Question

Two metal bars are fixed vertically and are connected on the top by a capacitor C. A sliding conductor AB of length L slides with its ends in contact with the bars. The arrangement is placed in a uniform horizontal magnetic field directed normal to the plane of the figure. The conductor is released from rest.
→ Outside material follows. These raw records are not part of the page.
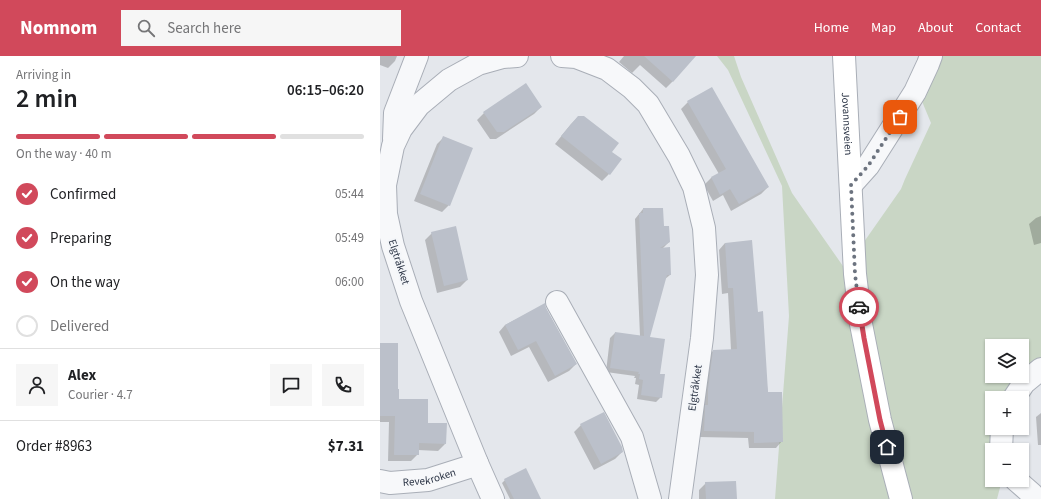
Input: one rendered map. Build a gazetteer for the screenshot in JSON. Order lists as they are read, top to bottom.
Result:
{
  "streets": {
    "street": ["Jovannsveien", "Elgtråkket", "Revekroken"]
  },
  "crossings": [
    ["Elgtråkket", "Revekroken"]
  ],
  "page": {
    "header": "Nomnom",
    "search": "Search here",
    "nav": [
      "Home",
      "Map",
      "About",
      "Contact"
    ],
    "heading": ["2 min", "Arriving in", "06:15–06:20"],
    "panel": [
      "Alex",
      "Courier · 4.7",
      "Order #8963",
      "$7.31"
    ],
    "bar": "On the way · 40 m",
    "list": [
      ["Confirmed", "05:44"],
      ["Preparing", "05:49"],
      ["On the way", "06:00"],
      "Delivered"
    ],
    "map_buttons": ["+", "−"]
  }
}
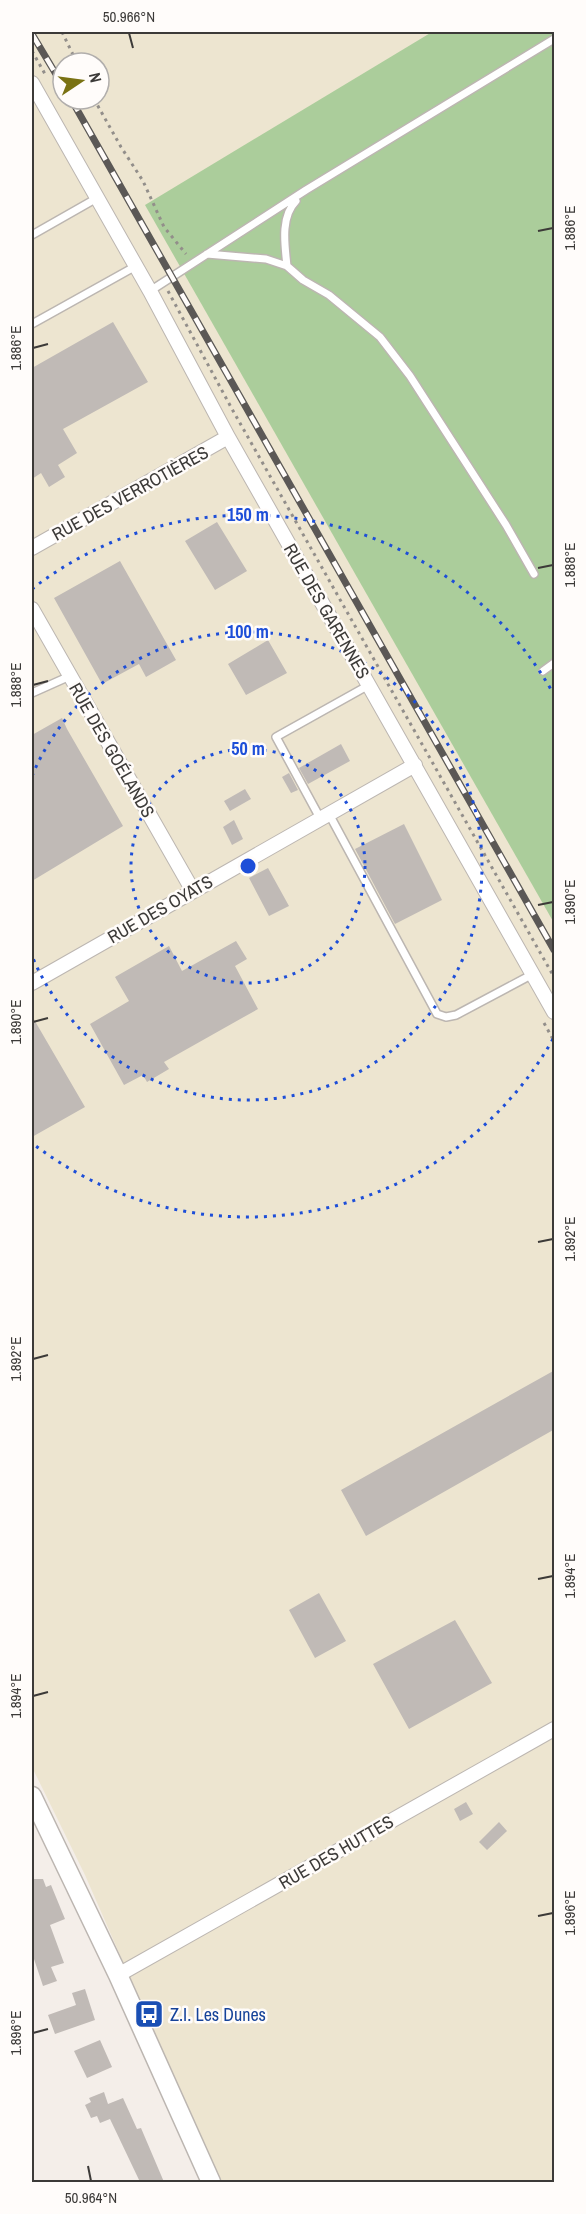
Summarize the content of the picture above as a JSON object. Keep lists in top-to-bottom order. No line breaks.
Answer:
{"streets":{"street":["RUE DES VERROTIÈRES","RUE DES GARENNES","RUE DES GOÉLANDS","RUE DES OYATS","RUE DES HUTTES"]},"crossings":[["RUE DES VERROTIÈRES","RUE DES GARENNES"],["RUE DES GARENNES","RUE DES OYATS"],["RUE DES GOÉLANDS","RUE DES OYATS"]],"places":{"bus stop":["Z.I. Les Dunes"]},"north":"right","coordinates":["50.966°N","1.886°E","1.888°E","1.890°E","1.892°E","1.894°E","1.896°E","50.964°N"],"rings":["150 m","100 m","50 m"]}
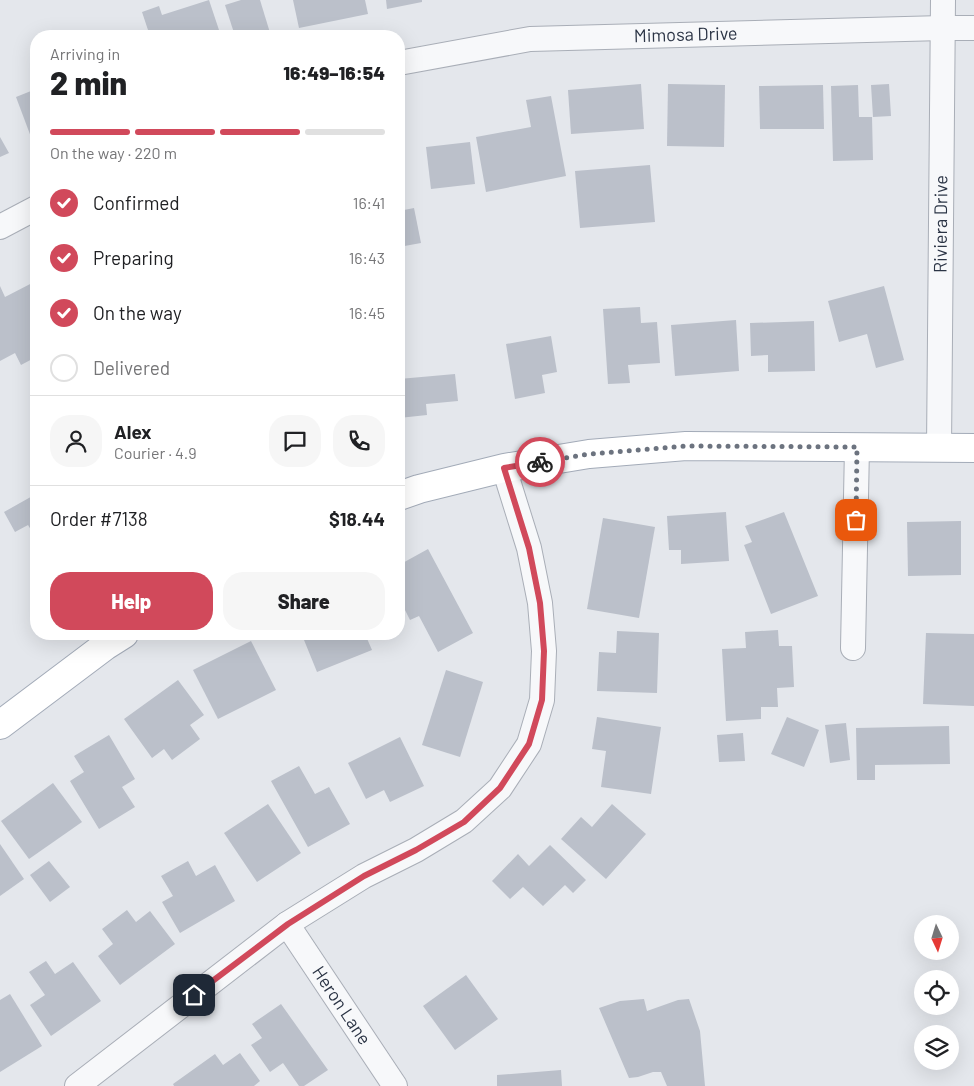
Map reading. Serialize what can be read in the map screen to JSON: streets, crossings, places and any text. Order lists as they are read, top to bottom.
{
  "streets": {
    "street": ["Mimosa Drive", "Riviera Drive", "Heron Lane"]
  },
  "crossings": [
    ["Mimosa Drive", "Riviera Drive"]
  ],
  "north": "bottom",
  "page": {
    "heading": ["2 min", "Arriving in", "16:49–16:54"],
    "panel": [
      "Alex",
      "Courier · 4.9",
      "Order #7138",
      "$18.44"
    ],
    "bar": "On the way · 220 m",
    "list": [
      ["Confirmed", "16:41"],
      ["Preparing", "16:43"],
      ["On the way", "16:45"],
      "Delivered"
    ],
    "buttons": ["Help", "Share"]
  }
}
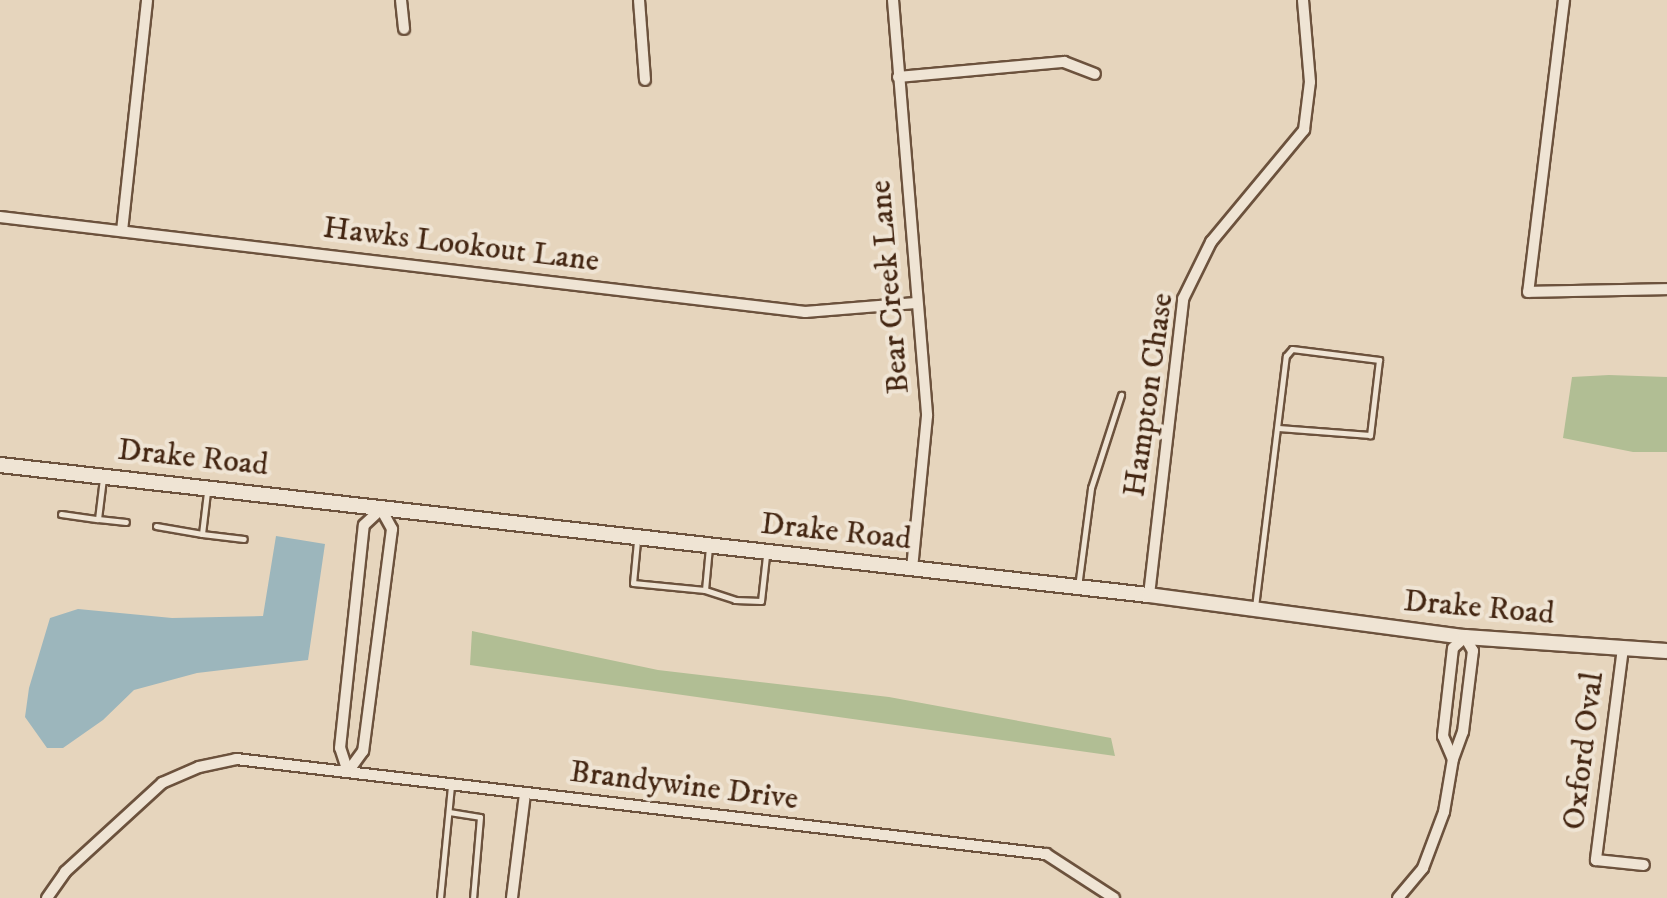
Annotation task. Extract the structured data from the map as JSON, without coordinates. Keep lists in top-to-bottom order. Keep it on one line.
{"streets":{"street":["Hawks Lookout Lane","Bear Creek Lane","Hampton Chase","Drake Road","Oxford Oval","Brandywine Drive"]},"crossings":[["Hawks Lookout Lane","Bear Creek Lane"],["Bear Creek Lane","Drake Road"],["Hampton Chase","Drake Road"],["Drake Road","Oxford Oval"]]}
The displacement (x) in meter of the conductor at time $t=2sec$ is:
(Given $m=100gm,g=10m/s^2,B=100Tesla,L=1m,andC=10\mu F$)

• A. $10$
• B. $14$
• C. $7$
• D. $5$

Answer 1

The correct option is A $10$

Let the conductor reaches at $y$ from the top at a time, $t$
From the forces on the conductor, $mg-BIL=ma$ ----------------(1)
Further, $E\left(EMF\right)=BvL$
Also, $E=\frac{Q}{C}$
Therefore, $Q=CBvL$

Differentiating both sides, we get

$I=CBaL$ ----------------- (2)

From (1) & (2) above
$mg=B\left(CBaL\right)L+ma$
Or, $a=\frac{mg}{m+C{B}^2{L}^2}$

$a=5m/s^2$
Since initial velocity, u=0
Therefore, $y=\frac{a{t}^2}{2}$

$y=0.5\times 5\times 4=10m$